View Full Version : book digitization
Punk_Rocker_22
2008-09-15, 18:37
I've made it my mission to never buy another textbook.
This semester in Uni three of my books are available online for free, two of them I was able to find a pirated ebook of, and two of them I still don't have. I've just been borrowing copies off other people for short periods of time.
I think its time to take those borrowed books and convert them into ebooks.
I'm also looking to spend zero money on the process.
I have a DSLR camera, a tripod, a cable shutter release, a lamp, and I'm sure I can find a piece of glass.
That would leave me doing something along the lines of what this guy did:
http://www.youtube.com/watch?v=-DHR1AwN47s&feature=related
But that doesn't look very efficient. Especially if you don't have someone to shoot the camera for you. I'm thinking about building a foot pedal attachment for my shutter release (I built the shutter release myself).
Any ideas on how to improve upon this design without having to spend any money?

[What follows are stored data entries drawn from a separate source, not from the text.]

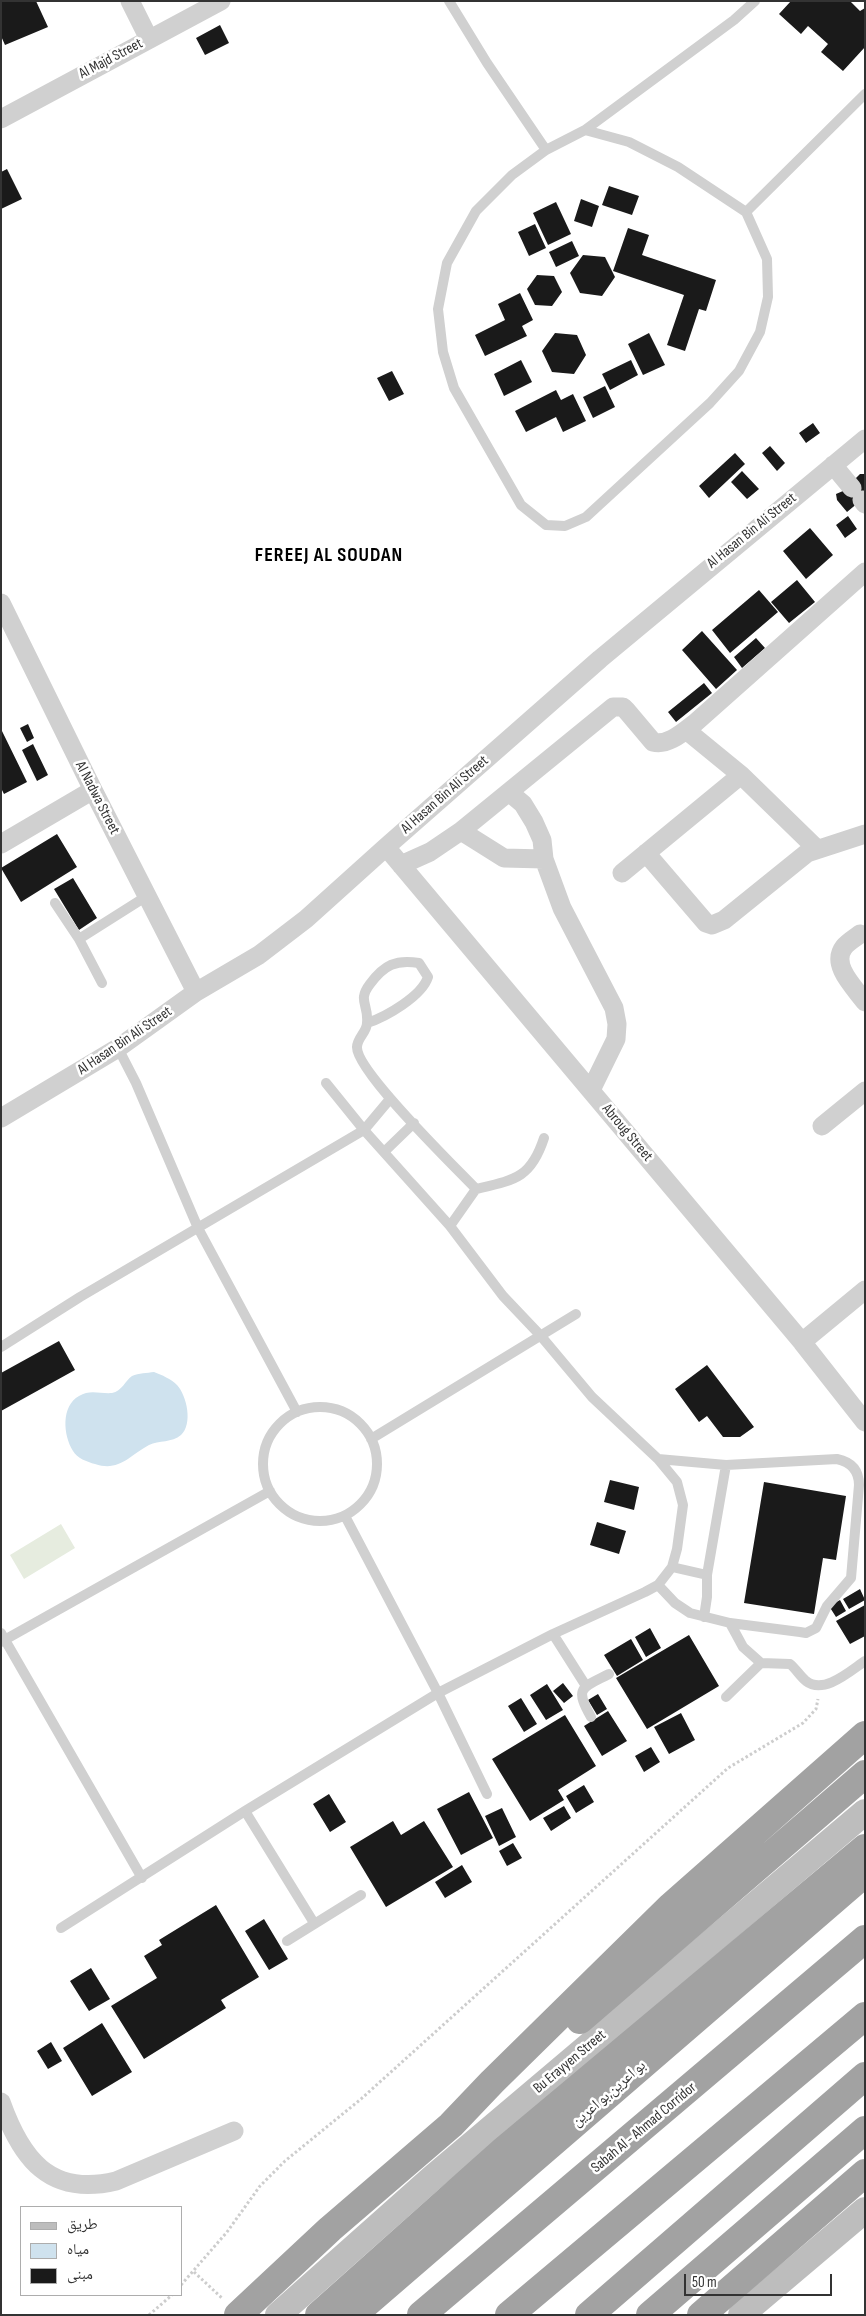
<!DOCTYPE html>
<meta charset="utf-8">
<style>
body{margin:0}
#map{position:relative;width:866px;height:2316px;overflow:hidden;background:#fff;font-family:"Sofia Sans Condensed","Noto Naskh Arabic",sans-serif}
canvas{display:block}
.frame{position:absolute;inset:0;border:2px solid #333;pointer-events:none}
.legend{position:absolute;left:20px;top:2206px;width:162px;height:90px;box-sizing:border-box;background:#fff;border:1px solid #adadad;margin:0;padding:6px 9px;list-style:none;font-size:15px;color:#333}
.legend li{display:flex;align-items:center;gap:10px;height:25px}
.legend b{width:25px;border:1px solid #adadad}
.scale{position:absolute;left:684px;top:2274px;width:148px;height:22px;box-sizing:border-box;border:2px solid #333;border-top:0;padding-left:6px;font-size:15px;line-height:18px;white-space:nowrap;color:#333;-webkit-text-stroke:4px #fff;paint-order:stroke}
</style>
<div id="map">
<canvas width="866" height="2316"></canvas>
<div class="frame"></div>
<ul class="legend">
<li><b style="height:6px;background:#bdbdbd"></b>طريق</li>
<li><b style="height:14px;background:#cfe2ee"></b>مياه</li>
<li><b style="height:14px;background:#1a1a1a"></b>مبنى</li>
</ul>
<div class="scale">50 m</div>
</div>
<script>
const c = document.querySelector('canvas').getContext('2d');
c.lineJoin = 'round';
function fill(path, color) {
  c.fillStyle = color;
  c.fill(path, 'evenodd');
}
function trace(path, color, width, dash) {
  c.strokeStyle = color;
  c.lineWidth = width;
  c.lineCap = dash ? 'butt' : 'round';
  c.setLineDash(dash || []);
  c.stroke(path);
}
function label(font, color, halo, rows, align = 'center') {
  c.font = font + ' "Sofia Sans Condensed","Noto Naskh Arabic",sans-serif';
  c.lineWidth = 5;
  c.setLineDash([]);
  c.textBaseline = 'middle';
  c.strokeStyle = halo;
  c.fillStyle = color;
  for (const [text, x, y, turn = 0] of rows) {
    c.save();
    c.translate(x, y);
    c.rotate((+turn || 0) * Math.PI / 180);
    c.textAlign = isNaN(turn) ? turn : align;
    if (halo) c.strokeText(text, 0, 0);
    c.fillText(text, 0, 0);
    c.restore();
  }
}
const green = new Path2D(`
 M 61,1524 L 75,1548 L 24,1579 L 10,1555 Z`);
const water = new Path2D(`
 M 154,1372 C 162,1375 171,1379 177,1385 C 187,1396 193,1424 181,1435 C 172,1443 159,1440 149,1445 C 129,1456 119,1472 95,1464 C 87,1462 77,1458 73,1451 C 63,1435 61,1406 79,1396 C 90,1389 100,1394 112,1393 C 122,1391 125,1381 132,1376 C 139,1373 147,1373 154,1372 Z`);
const building = new Path2D(`
 M 36,1 L 48,27 L 5,45 L 1,36 L 1,2 Z
 M 791,1 L 850,1 L 860,11 L 865,8 L 865,47 L 843,71 L 821,52 L 828,44 L 808,26 L 801,34 L 779,14 Z
 M 220,25 L 229,43 L 205,55 L 196,38 Z
 M 7,169 L 22,199 L 1,209 L 1,172 Z
 M 609,186 L 639,196 L 632,215 L 602,205 Z
 M 581,199 L 599,206 L 592,227 L 574,221 Z
 M 556,202 L 571,234 L 548,245 L 533,213 Z
 M 535,224 L 546,248 L 529,256 L 518,232 Z
 M 628,228 L 649,235 L 642,255 L 716,280 L 706,311 L 699,309 L 685,351 L 667,345 L 684,295 L 613,271 Z
 M 572,241 L 579,256 L 556,267 L 549,252 Z
 M 583,255 L 605,257 L 615,277 L 602,296 L 580,293 L 570,273 Z
 M 537,275 L 554,276 L 562,292 L 552,306 L 535,305 L 527,289 Z
 M 520,293 L 533,320 L 522,326 L 527,336 L 485,356 L 475,335 L 505,320 L 498,304 Z
 M 555,333 L 577,335 L 586,355 L 574,374 L 552,372 L 542,351 Z
 M 649,333 L 665,365 L 643,375 L 628,344 Z
 M 521,360 L 532,382 L 504,396 L 494,374 Z
 M 631,360 L 638,375 L 610,390 L 602,374 Z
 M 392,371 L 404,394 L 389,401 L 377,378 Z
 M 605,386 L 615,407 L 593,418 L 583,397 Z
 M 556,390 L 561,400 L 573,394 L 586,421 L 563,432 L 556,417 L 526,432 L 515,411 Z
 M 813,423 L 820,433 L 806,443 L 799,433 Z
 M 770,446 L 785,463 L 777,471 L 762,453 Z
 M 735,453 L 745,464 L 709,498 L 699,486 Z
 M 742,471 L 759,489 L 747,499 L 731,482 Z
 M 860,474 L 865,474 L 865,497 L 847,512 L 837,500 L 836,494 L 843,491 Z
 M 848,516 L 857,529 L 845,538 L 836,525 Z
 M 810,528 L 833,555 L 806,579 L 783,551 Z
 M 797,580 L 815,602 L 789,623 L 771,602 Z
 M 759,590 L 778,612 L 730,653 L 712,630 Z
 M 702,631 L 737,670 L 716,689 L 682,650 Z
 M 756,638 L 765,648 L 742,668 L 734,657 Z
 M 704,683 L 712,693 L 676,722 L 668,712 Z
 M 28,724 L 34,738 L 27,742 L 20,728 Z
 M 1,729 L 27,782 L 4,794 L 1,788 Z
 M 33,744 L 48,775 L 37,781 L 22,750 Z
 M 57,834 L 77,867 L 21,902 L 1,868 Z
 M 73,878 L 97,918 L 79,930 L 54,889 Z
 M 59,1341 L 75,1370 L 1,1411 L 1,1373 Z
 M 707,1365 L 754,1427 L 740,1437 L 723,1437 L 707,1416 L 699,1422 L 675,1389 Z
 M 610,1480 L 639,1487 L 634,1510 L 604,1502 Z
 M 764,1482 L 846,1496 L 836,1560 L 823,1558 L 814,1614 L 744,1603 Z
 M 597,1522 L 626,1531 L 619,1554 L 590,1545 Z
 M 860,1589 L 865,1600 L 849,1609 L 843,1599 Z
 M 840,1600 L 846,1611 L 836,1617 L 829,1606 Z
 M 865,1605 L 865,1636 L 850,1644 L 836,1621 Z
 M 650,1628 L 661,1648 L 646,1657 L 635,1637 Z
 M 689,1635 L 719,1686 L 647,1729 L 616,1678 Z
 M 631,1639 L 643,1660 L 617,1676 L 604,1655 Z
 M 563,1683 L 573,1696 L 564,1703 L 553,1691 Z
 M 547,1684 L 563,1710 L 546,1720 L 530,1695 Z
 M 598,1694 L 607,1709 L 597,1715 L 588,1700 Z
 M 521,1698 L 537,1724 L 524,1732 L 508,1706 Z
 M 608,1711 L 627,1741 L 602,1756 L 584,1726 Z
 M 681,1713 L 695,1740 L 669,1754 L 654,1727 Z
 M 565,1715 L 596,1766 L 558,1790 L 564,1800 L 530,1821 L 492,1759 Z
 M 651,1747 L 660,1762 L 644,1772 L 635,1756 Z
 M 584,1785 L 594,1802 L 576,1813 L 566,1796 Z
 M 469,1792 L 493,1838 L 461,1855 L 437,1809 Z
 M 329,1794 L 346,1822 L 330,1832 L 313,1804 Z
 M 564,1806 L 571,1818 L 551,1831 L 543,1818 Z
 M 502,1808 L 516,1837 L 499,1846 L 485,1816 Z
 M 393,1821 L 401,1835 L 424,1821 L 453,1867 L 386,1907 L 350,1847 Z
 M 513,1843 L 522,1858 L 507,1866 L 499,1851 Z
 M 462,1865 L 472,1882 L 445,1898 L 435,1882 Z
 M 216,1905 L 259,1977 L 221,2000 L 226,2008 L 144,2059 L 111,2006 L 157,1978 L 144,1956 L 162,1945 L 159,1940 Z
 M 264,1919 L 288,1959 L 269,1970 L 245,1931 Z
 M 91,1968 L 110,1999 L 89,2011 L 70,1981 Z
 M 102,2023 L 132,2072 L 92,2096 L 63,2048 Z
 M 51,2042 L 62,2061 L 48,2069 L 37,2051 Z`);
const path = new Path2D(`
 M 194,2272 L 223,2299
 M 181,2285 L 227,2232 L 260,2186 L 285,2161 L 361,2099 L 728,1768 L 803,1723 L 816,1709 L 818,1699
 M 149,2315 L 172,2295`);
const service = new Path2D(`
 M 449,1 L 487,63 L 546,150
 M 585,130 L 629,142 L 678,167 L 746,212 L 767,259 L 768,297 L 760,332 L 739,371 L 710,403 L 586,517 L 565,526 L 546,525 L 521,505 L 454,388 L 443,352 L 438,309 L 447,263 L 476,211 L 512,175 L 546,150 L 585,130 L 734,20 L 755,1
 M 746,212 L 865,94
 M 55,903 L 79,939
 M 102,983 L 79,939 L 147,896
 M 367,1023 C 386,1017 422,996 428,977 L 419,963 C 396,959 384,965 370,984 C 357,1001 369,1004 367,1023 C 367,1032 357,1038 357,1047 C 356,1071 455,1167 476,1189
 M 118,1048 L 136,1083 L 198,1228 L 297,1412
 M 384,1152 L 414,1123
 M 450,1226 L 476,1189 C 515,1180 531,1178 544,1138
 M 1,1347 L 80,1297 L 364,1130 L 390,1099
 M263 1464a57 57 0 1 1 114 0a57 57 0 1 1-114 0Z
 M 371,1439 L 576,1314
 M 345,1516 L 438,1693 L 487,1794
 M 672,1567 L 707,1575
 M 658,1585 L 675,1603 L 690,1613 L 730,1623 L 800,1632 L 806,1633 L 816,1628 L 827,1606 L 851,1578 L 859,1485 C 859,1470 851,1462 837,1459 L 726,1465 L 658,1459
 M 704,1617 L 707,1597 L 707,1575 L 726,1465
 M 730,1623 L 743,1647 L 761,1663
 M 1,1633 L 142,1878
 M 553,1634 L 586,1686
 M 1,1642 L 270,1491
 M 726,1697 L 761,1663 L 790,1664 C 796,1669 800,1676 806,1681 C 824,1695 850,1671 865,1661
 M 591,1717 C 574,1687 582,1688 609,1674
 M 245,1811 L 314,1923
 M 61,1928 L 245,1811 L 438,1693 L 553,1634 L 645,1592 L 658,1585 L 672,1567 L 677,1549 L 683,1505 L 677,1482 L 658,1459 L 592,1397 L 540,1335 L 503,1296 L 450,1226 L 364,1130 L 326,1083
 M 287,1941 L 361,1895`);
const minor = new Path2D(`
 M 130,1 L 149,39
 M 1,119 L 221,1
 M 833,465 L 852,488
 M 862,500 L 865,504
 M 1,603 L 93,790 L 196,992
 M 686,730 L 741,775 L 817,849
 M 510,793 L 523,804 L 534,822 L 542,840 L 544,859 L 562,908 L 614,1008 L 617,1024 L 616,1039 L 591,1090
 M 461,831 L 504,858 L 544,859
 M 1,844 L 93,790
 M 386,847 L 802,1342 L 865,1422
 M 646,853 L 706,923 L 712,925 L 724,920 L 807,853 L 865,834
 M 401,865 L 430,852 L 461,831 L 613,707 L 623,707 L 626,710 L 653,742 C 668,746 683,732 695,723 L 865,572
 M 622,873 L 741,775
 M 860,934 C 855,938 848,942 844,947 C 830,965 855,988 865,1002
 M 1,1118 L 118,1048 L 196,992 L 259,955 L 306,919 L 386,847 L 600,659 L 865,439
 M 822,1126 L 865,1091
 M 802,1342 L 865,1290
 M 1,2102 C 21,2158 49,2197 116,2181 L 234,2131`);
const secondary = new Path2D(`
 M 278,2315 L 431,2179 L 865,1812
 M 741,2315 L 865,2210`);
const trunk = new Path2D(`
 M 580,2020 L 865,1774
 M 238,2315 L 330,2229 L 451,2125 L 492,2082 L 670,1907 L 865,1735
 M 319,2315 L 504,2150 L 865,1848
 M 353,2315 L 865,1873
 M 421,2315 L 865,1939
 M 509,2315 L 865,2016
 M 589,2315 L 865,2076
 M 650,2315 L 865,2130
 M 701,2315 L 865,2173`);
const streetNames = [
 ["Al Majd Street",111,59,-28],
 ["Al Hasan Bin Ali Street",752,531,-39],
 ["Al Hasan Bin Ali Street",445,795,-41],
 ["Al Nadwa Street",97,798,63],
 ["Al Hasan Bin Ali Street",125,1041,-34],
 ["Abroug Street",627,1133,50],
 ["Bu Erayyen Street",570,2062,-40],
 ["بو اعرين,بو اعرين",609,2094,-41],
 ["Sabah Al - Ahmad Corridor",644,2128,-40]
];
const districtNames = [
 ["FEREEJ AL SOUDAN",329,556]
];
fill(green, '#e6ecdf');
fill(water, '#cfe2ee');
fill(building, '#1a1a1a');
trace(path, '#cdcdcd', 3, [2.5, 2.5]);
trace(service, '#d0d0d0', 10);
trace(minor, '#d0d0d0', 19);
trace(secondary, '#bdbdbd', 26);
trace(trunk, '#a2a2a2', 28);
label('15px', '#333', '#fff', streetNames);
c.letterSpacing = '1px';
label('bold 20px', '#000', '#fff', districtNames);
c.letterSpacing = '0px';
</script>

Or at least less then 20$
I plan on doing about 10-15 books before I graduate
Punk_Rocker_22
2008-09-15, 19:21
I might make one of these:
http://img382.imageshack.us/img382/7133/attachmentyi6.jpg
Out of cardboard and black spray paint. Both of which I have laying around my dorm
http://img382.imageshack.us/img382/9739/attachmentnq4.jpg
Think it would actually save time? Repositioning the glass looks like a lot of work. And to avoid readjusting the tripod you would first have to shoot all the odd pages and then all the even pages. What is the best way to auto rename a folder full of pictures to 1.jpg, 3.jpg, 5.jpg and another folder to 2.jpg, 4.jpg..?
I tried to do this once for a few chapters of a textbook book.
What I did was I mounted my camera on a 2' piece of 1x4 board which I then attached to my desk drawer with the camera facing the floor. The board was mounted so I could adjust the camera position up or down and I could move it back or forth by moving the drawer.
I then set a book on the floor and set it & the camera so it was right in frame. Then I secured the camera/drawer and marked the floor where the edge of the cover went; then I moved the book so that the opposite page was in view and marked the floor.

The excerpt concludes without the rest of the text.